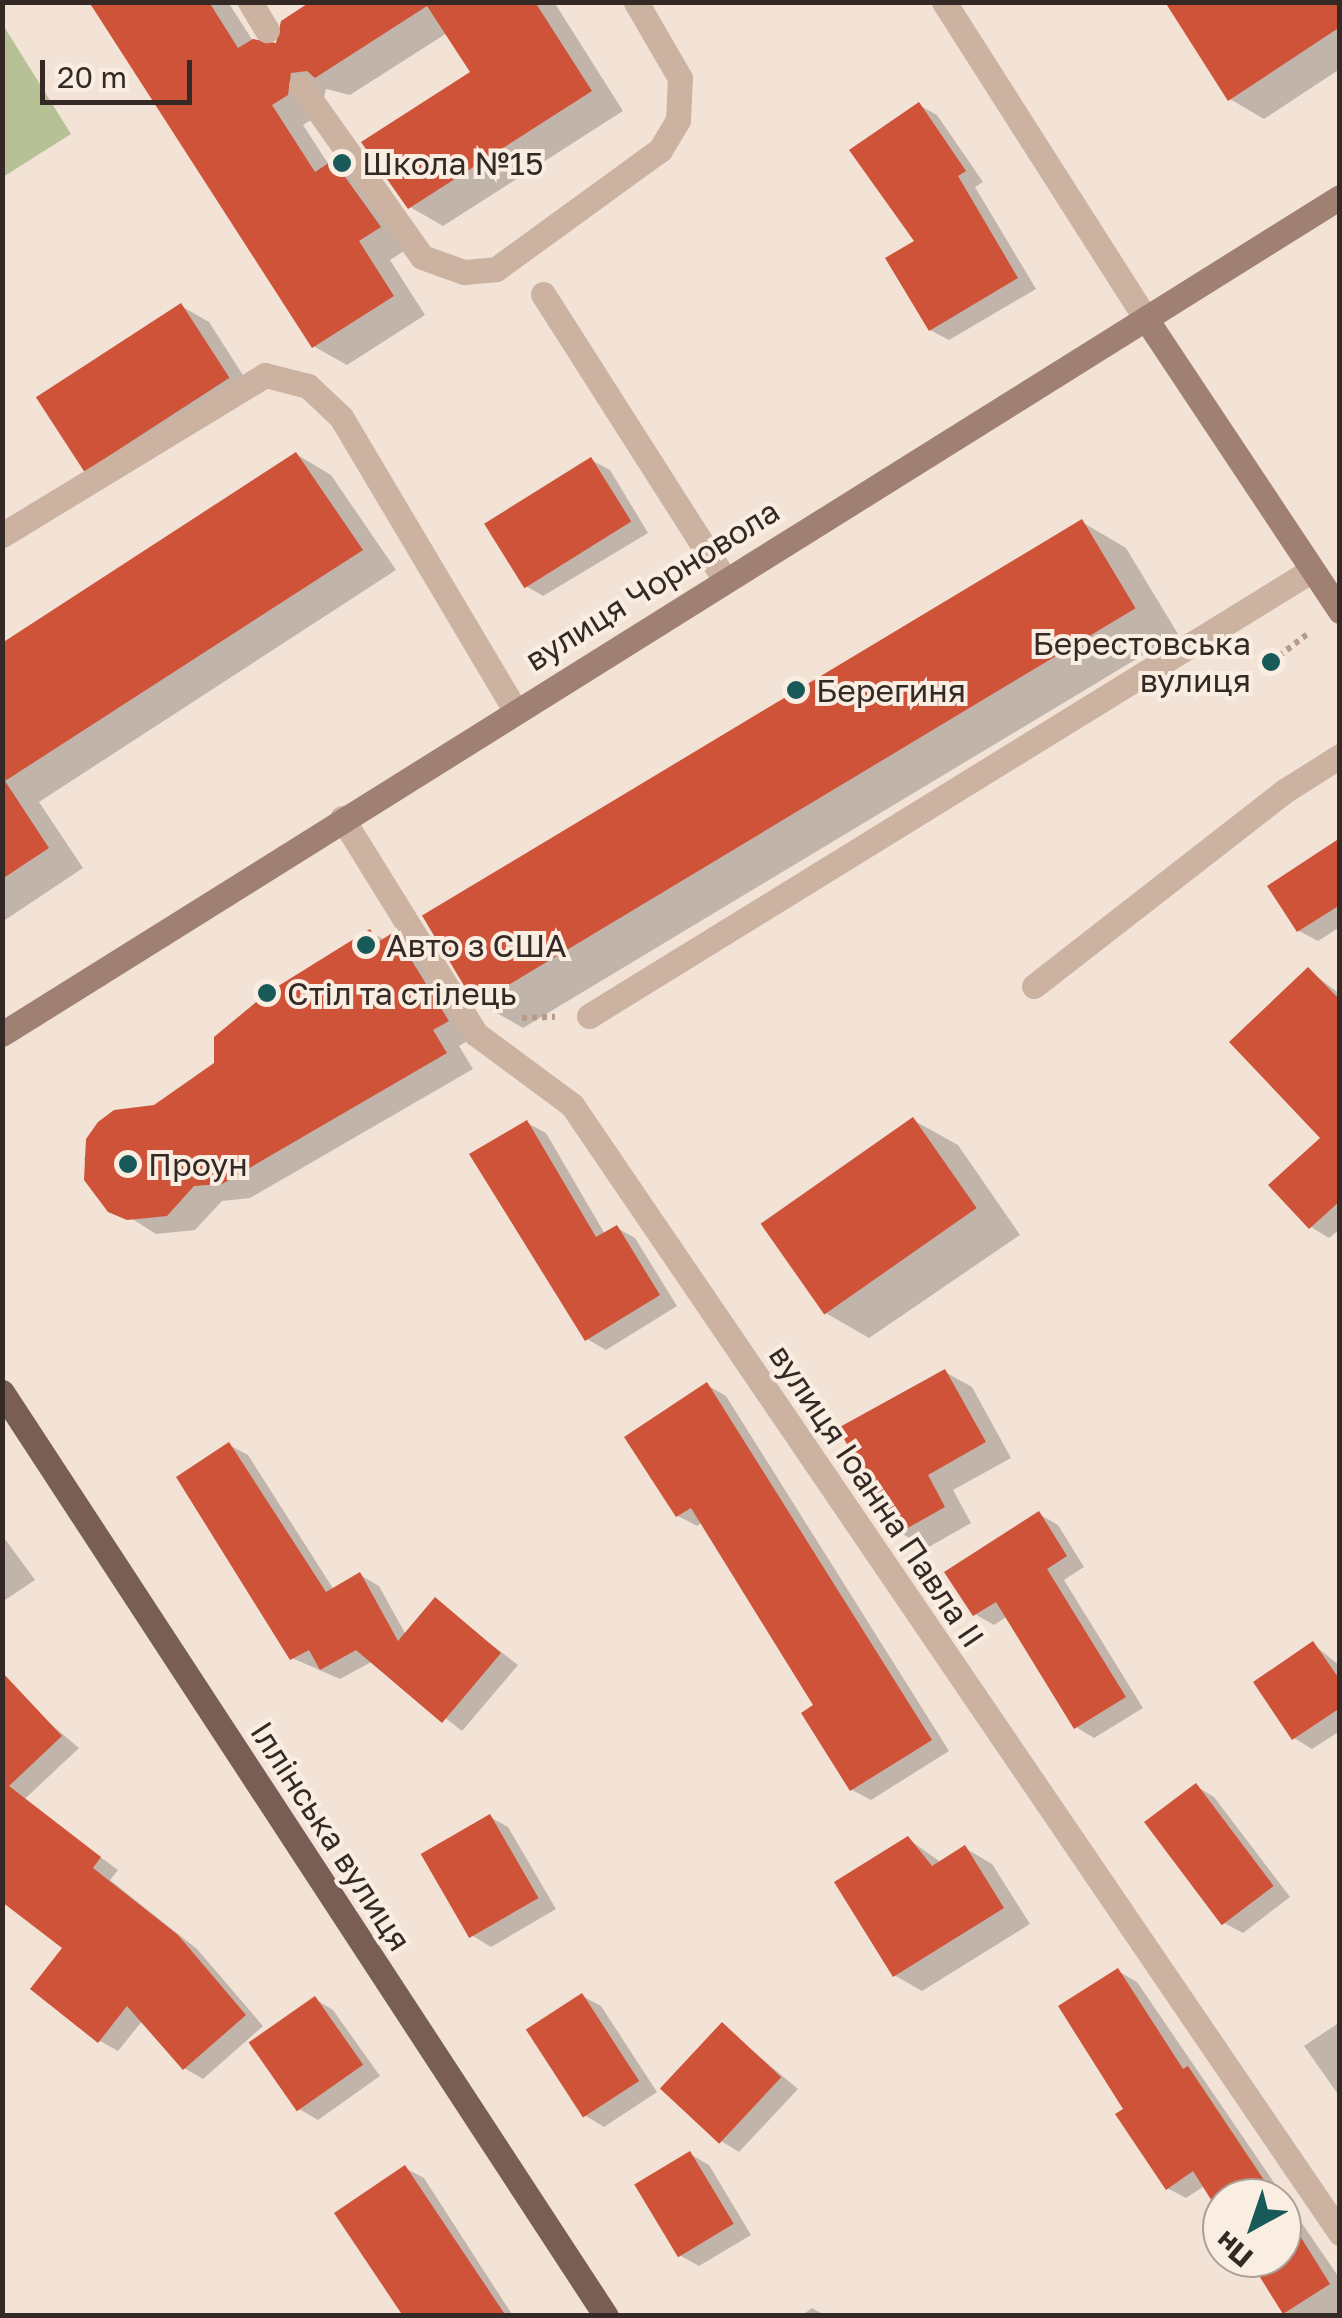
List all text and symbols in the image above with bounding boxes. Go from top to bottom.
scale bar [45,40,198,102]
text: 20 m [57,59,127,95]
place label: Школа №15 [362,144,544,182]
marker: Школа №15 [331,152,353,174]
street label: вулиця Чорновола [518,491,786,679]
place label: Берестовська вулиця [1032,625,1251,700]
marker: Берестовська вулиця [1260,651,1282,673]
place label: Берегиня [816,671,966,709]
marker: Берегиня [785,679,807,701]
place label: Авто з США [386,926,567,964]
marker: Авто з США [355,934,377,956]
place label: Стіл та стілець [287,974,516,1012]
marker: Стіл та стілець [256,982,278,1004]
place label: Проун [148,1145,248,1183]
marker: Проун [117,1153,139,1175]
street label: вулиця Іоанна Павла II [761,1337,993,1655]
street label: Іллінська вулиця [243,1714,419,1958]
north arrow [1202,2178,1302,2278]
text: Пн [1208,2225,1259,2275]

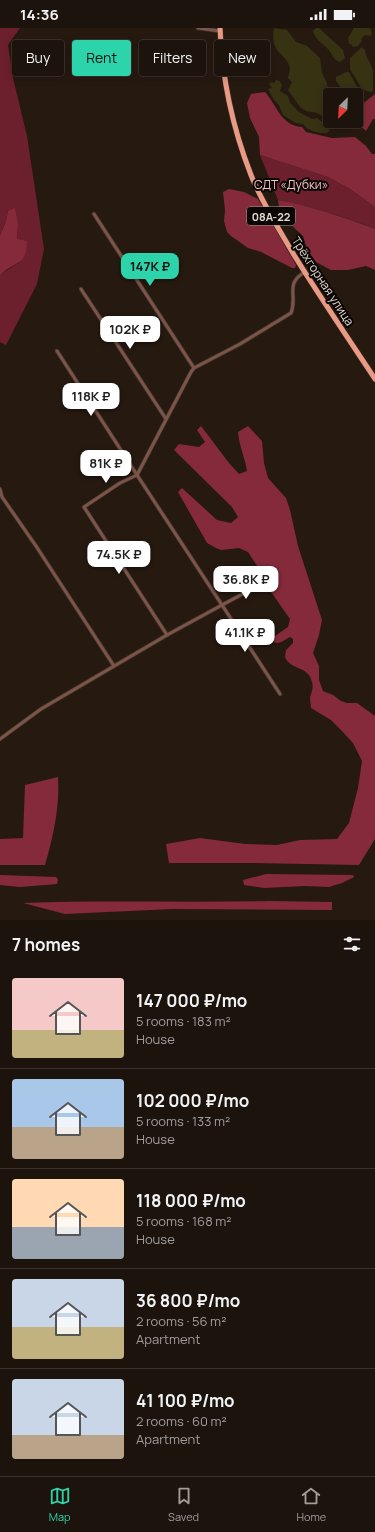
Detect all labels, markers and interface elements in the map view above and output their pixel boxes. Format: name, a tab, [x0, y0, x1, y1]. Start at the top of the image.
text: 14:36	[20, 4, 59, 25]
chip: Buy	[12, 40, 64, 76]
chip: Rent	[72, 40, 131, 76]
chip: Filters	[139, 40, 206, 76]
chip: New	[214, 40, 270, 76]
north arrow	[323, 88, 363, 128]
map controls	[323, 88, 363, 128]
park label: СДТ «Дубки»	[254, 176, 328, 193]
road number: 08А-22	[247, 207, 295, 225]
street label: Трёхгорная улица	[288, 233, 358, 329]
pin: 147K ₽	[117, 253, 183, 287]
text: 147K ₽	[130, 257, 170, 275]
pin: 102K ₽	[97, 316, 163, 350]
text: 102K ₽	[109, 320, 151, 338]
pin: 118K ₽	[58, 383, 124, 417]
text: 118K ₽	[71, 387, 111, 405]
pin: 81K ₽	[78, 450, 134, 484]
text: 81K ₽	[89, 454, 123, 472]
pin: 74.5K ₽	[82, 541, 156, 575]
text: 74.5K ₽	[96, 545, 142, 563]
pin: 36.8K ₽	[209, 566, 283, 600]
text: 36.8K ₽	[222, 570, 270, 588]
pin: 41.1K ₽	[208, 619, 282, 653]
text: 41.1K ₽	[225, 623, 265, 641]
text: 7 homes	[12, 933, 80, 956]
icon: filters	[341, 933, 363, 955]
text: 147 000 ₽/mo	[136, 989, 247, 1012]
icon: home	[44, 994, 92, 1042]
text: 5 rooms · 183 m²	[136, 1012, 231, 1030]
text: House	[136, 1030, 175, 1048]
text: 102 000 ₽/mo	[136, 1089, 249, 1112]
icon: home	[44, 1095, 92, 1143]
text: 5 rooms · 133 m²	[136, 1112, 230, 1130]
text: House	[136, 1130, 175, 1148]
text: 118 000 ₽/mo	[136, 1189, 246, 1212]
icon: home	[44, 1195, 92, 1243]
text: 5 rooms · 168 m²	[136, 1212, 232, 1230]
text: House	[136, 1230, 175, 1248]
text: 36 800 ₽/mo	[136, 1289, 240, 1312]
icon: home	[44, 1295, 92, 1343]
text: 2 rooms · 56 m²	[136, 1312, 226, 1330]
text: Apartment	[136, 1330, 200, 1348]
text: 41 100 ₽/mo	[136, 1389, 235, 1412]
icon: home	[44, 1395, 92, 1443]
text: 2 rooms · 60 m²	[136, 1412, 227, 1430]
text: Apartment	[136, 1430, 200, 1448]
tab: Map	[49, 1485, 71, 1524]
tab: Saved	[168, 1485, 199, 1524]
tab: Home	[297, 1485, 326, 1524]

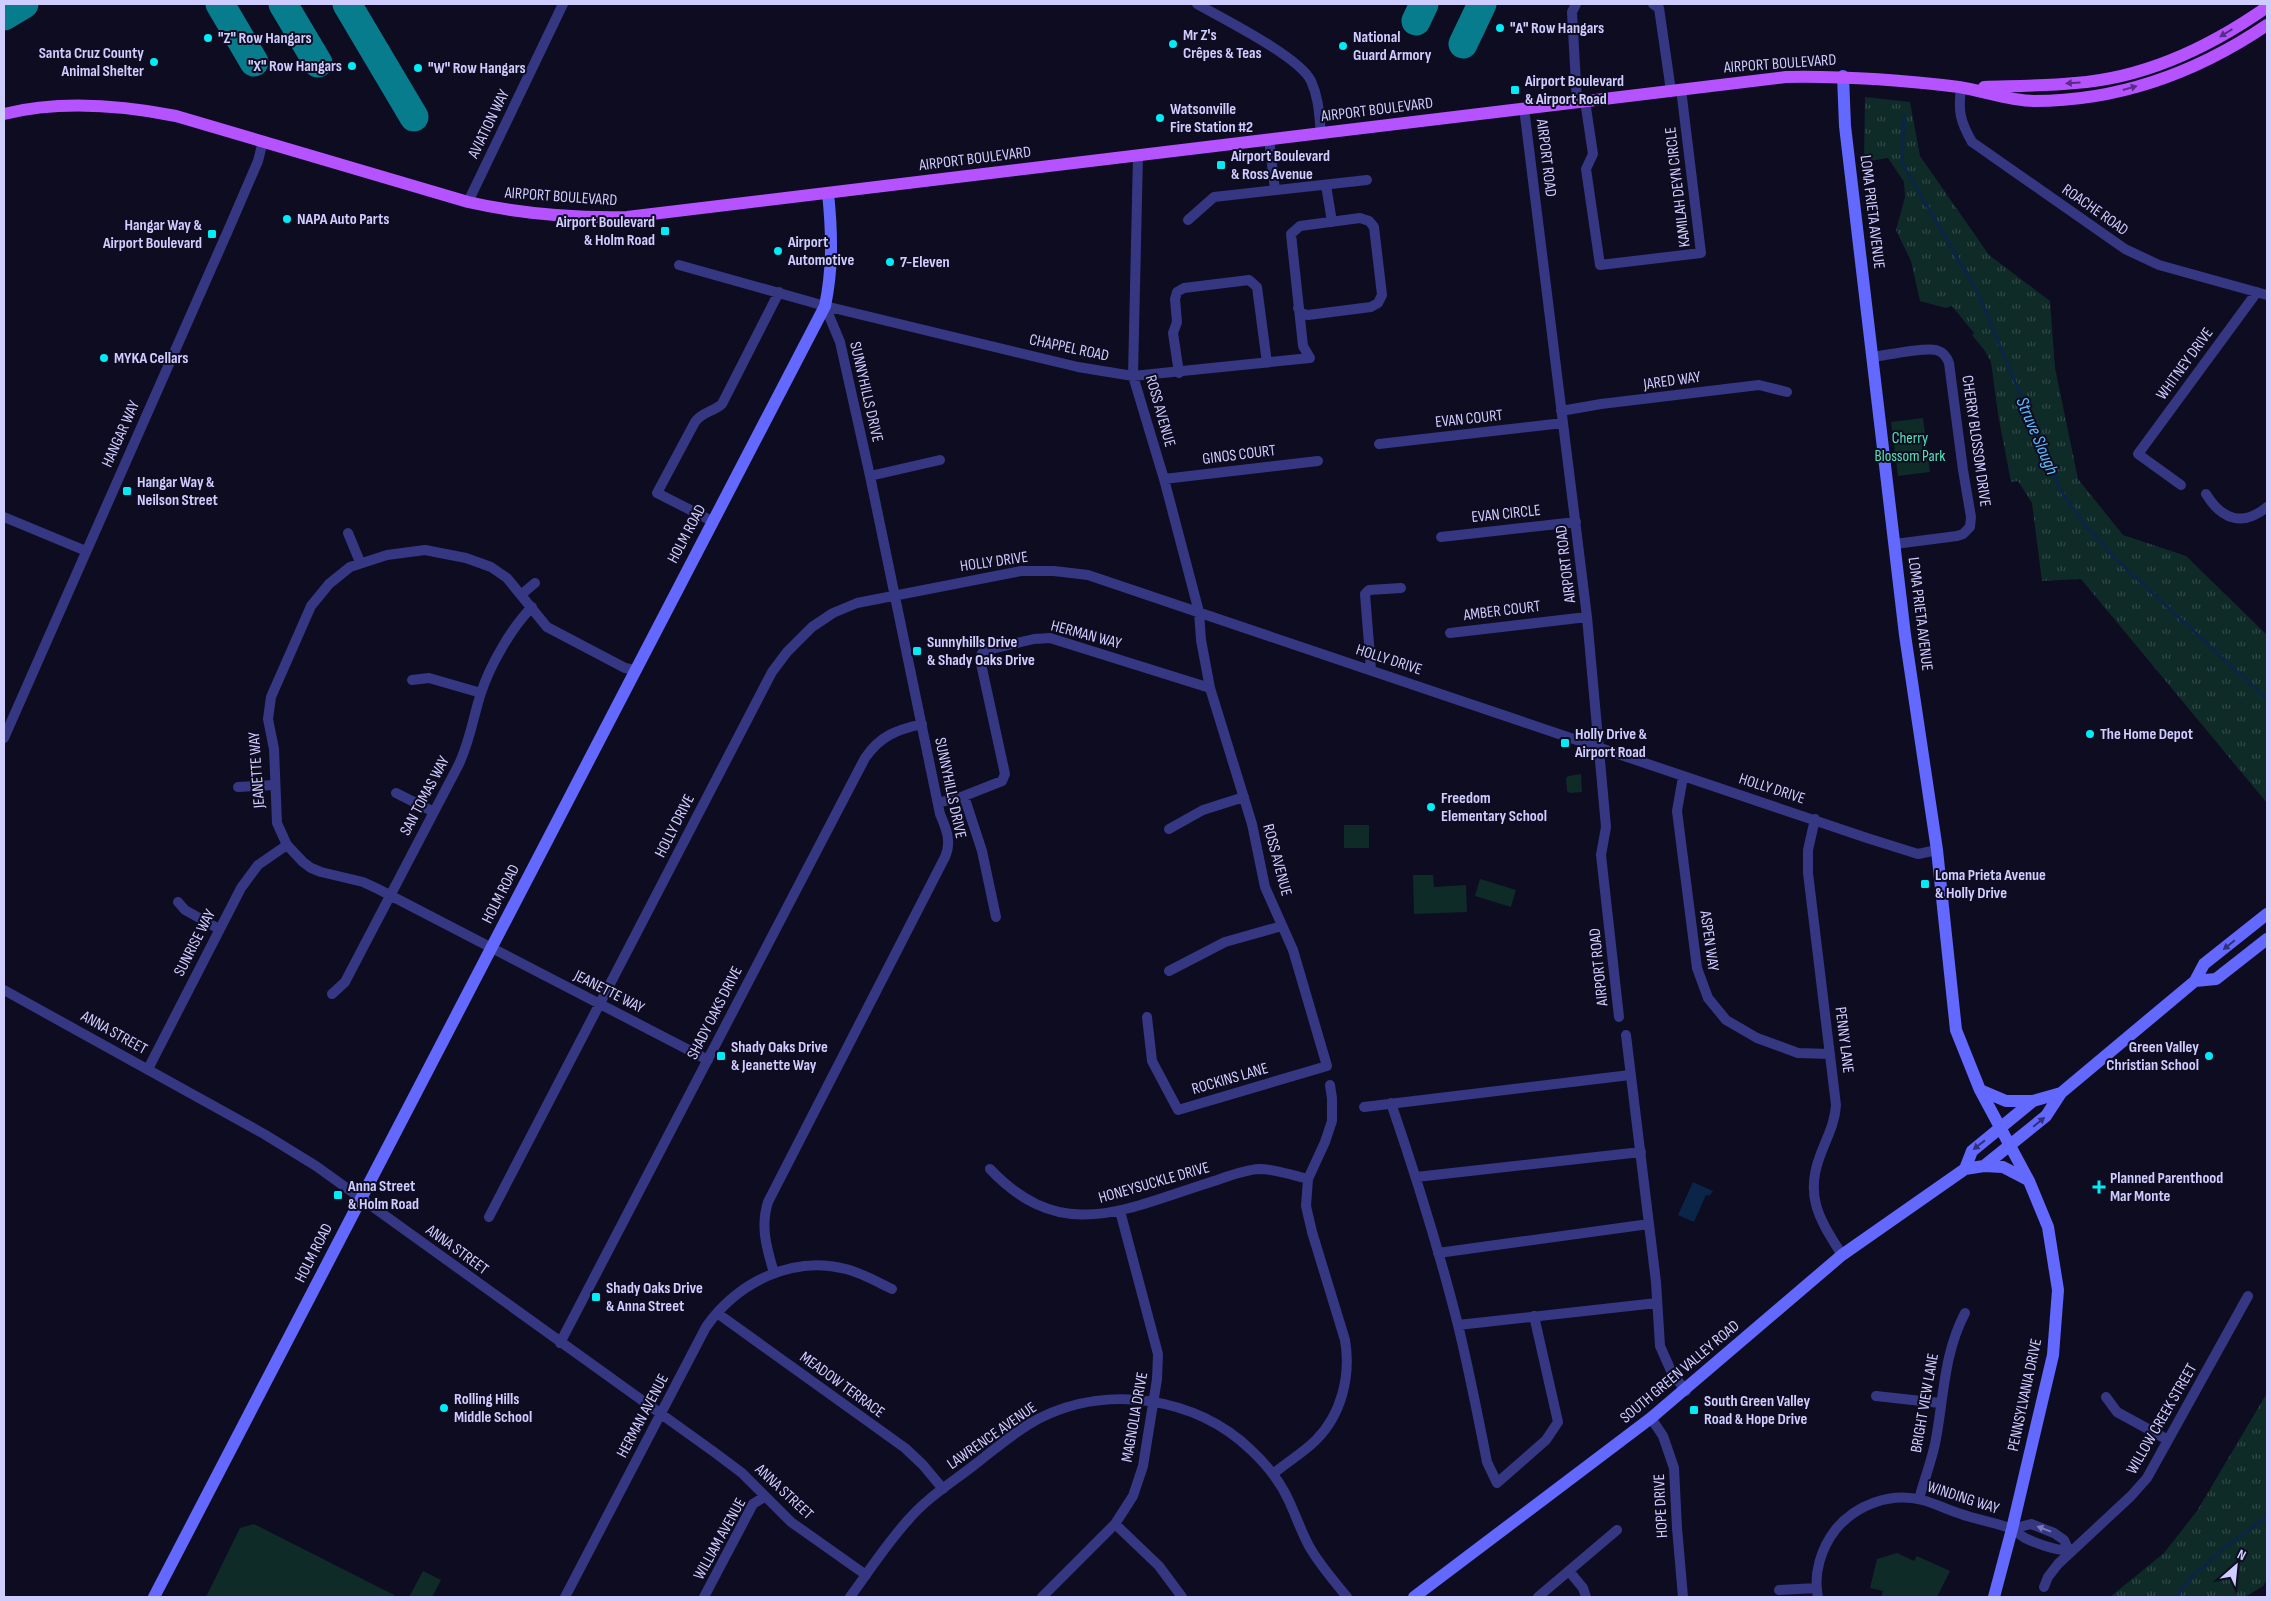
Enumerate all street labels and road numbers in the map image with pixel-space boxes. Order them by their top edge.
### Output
street label: AIRPORT BOULEVARD [1722,51,1837,77]
street label: AVIATION WAY [464,86,514,162]
street label: AIRPORT BOULEVARD [1319,94,1434,126]
street label: AIRPORT ROAD [1532,117,1560,198]
street label: KAMILAH DEYN CIRCLE [1661,126,1695,248]
street label: AIRPORT BOULEVARD [917,143,1032,175]
street label: LOMA PRIETA AVENUE [1856,154,1888,270]
street label: ROACHE ROAD [2058,180,2132,240]
street label: AIRPORT BOULEVARD [503,184,618,210]
street label: WHITNEY DRIVE [2152,324,2218,404]
street label: CHAPPEL ROAD [1027,330,1111,366]
street label: SUNNYHILLS DRIVE [845,340,887,444]
street label: JARED WAY [1641,368,1702,395]
street label: ROSS AVENUE [1141,373,1179,449]
street label: CHERRY BLOSSOM DRIVE [1957,374,1995,508]
street label: HANGAR WAY [98,397,144,470]
street label: EVAN COURT [1434,406,1504,432]
street label: GINOS COURT [1201,441,1277,469]
street label: HOLM ROAD [664,501,710,567]
street label: EVAN CIRCLE [1470,501,1542,527]
street label: AIRPORT ROAD [1552,524,1580,605]
street label: HOLLY DRIVE [959,548,1029,576]
street label: LOMA PRIETA AVENUE [1904,556,1936,672]
street label: AMBER COURT [1462,597,1542,625]
street label: HERMAN WAY [1049,616,1124,654]
street label: HOLLY DRIVE [1354,640,1424,680]
street label: JEANETTE WAY [245,731,269,810]
street label: SUNNYHILLS DRIVE [930,736,970,840]
street label: SAN TOMAS WAY [396,753,454,839]
street label: HOLLY DRIVE [1737,769,1807,809]
street label: HOLLY DRIVE [651,791,699,861]
street label: ROSS AVENUE [1258,822,1296,898]
street label: HOLM ROAD [478,861,524,927]
street label: SUNRISE WAY [170,906,220,980]
street label: ASPEN WAY [1695,909,1723,973]
street label: AIRPORT ROAD [1585,927,1613,1008]
street label: SHADY OAKS DRIVE [683,963,747,1063]
street label: JEANETTE WAY [570,966,648,1018]
street label: PENNY LANE [1831,1006,1857,1074]
street label: ANNA STREET [77,1007,151,1059]
street label: ROCKINS LANE [1190,1059,1270,1099]
street label: HONEYSUCKLE DRIVE [1096,1158,1212,1208]
street label: HOLM ROAD [291,1220,337,1286]
street label: ANNA STREET [421,1220,492,1279]
street label: SOUTH GREEN VALLEY ROAD [1616,1316,1744,1428]
street label: PENNSYLVANIA DRIVE [2004,1337,2046,1453]
street label: MEADOW TERRACE [796,1348,888,1422]
street label: BRIGHT VIEW LANE [1907,1352,1943,1454]
street label: WILLOW CREEK STREET [2123,1360,2202,1478]
street label: MAGNOLIA DRIVE [1118,1370,1152,1464]
street label: HERMAN AVENUE [613,1371,673,1461]
street label: LAWRENCE AVENUE [944,1398,1040,1474]
street label: ANNA STREET [750,1460,817,1524]
street label: HOPE DRIVE [1650,1473,1672,1539]
street label: WINDING WAY [1925,1477,2002,1519]
street label: WILLIAM AVENUE [690,1495,750,1583]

- **About this task**:
Isolate the lines above that contain the word "HOLLY" and copy them.

- **Result of the task**:
street label: HOLLY DRIVE [959,548,1029,576]
street label: HOLLY DRIVE [1354,640,1424,680]
street label: HOLLY DRIVE [1737,769,1807,809]
street label: HOLLY DRIVE [651,791,699,861]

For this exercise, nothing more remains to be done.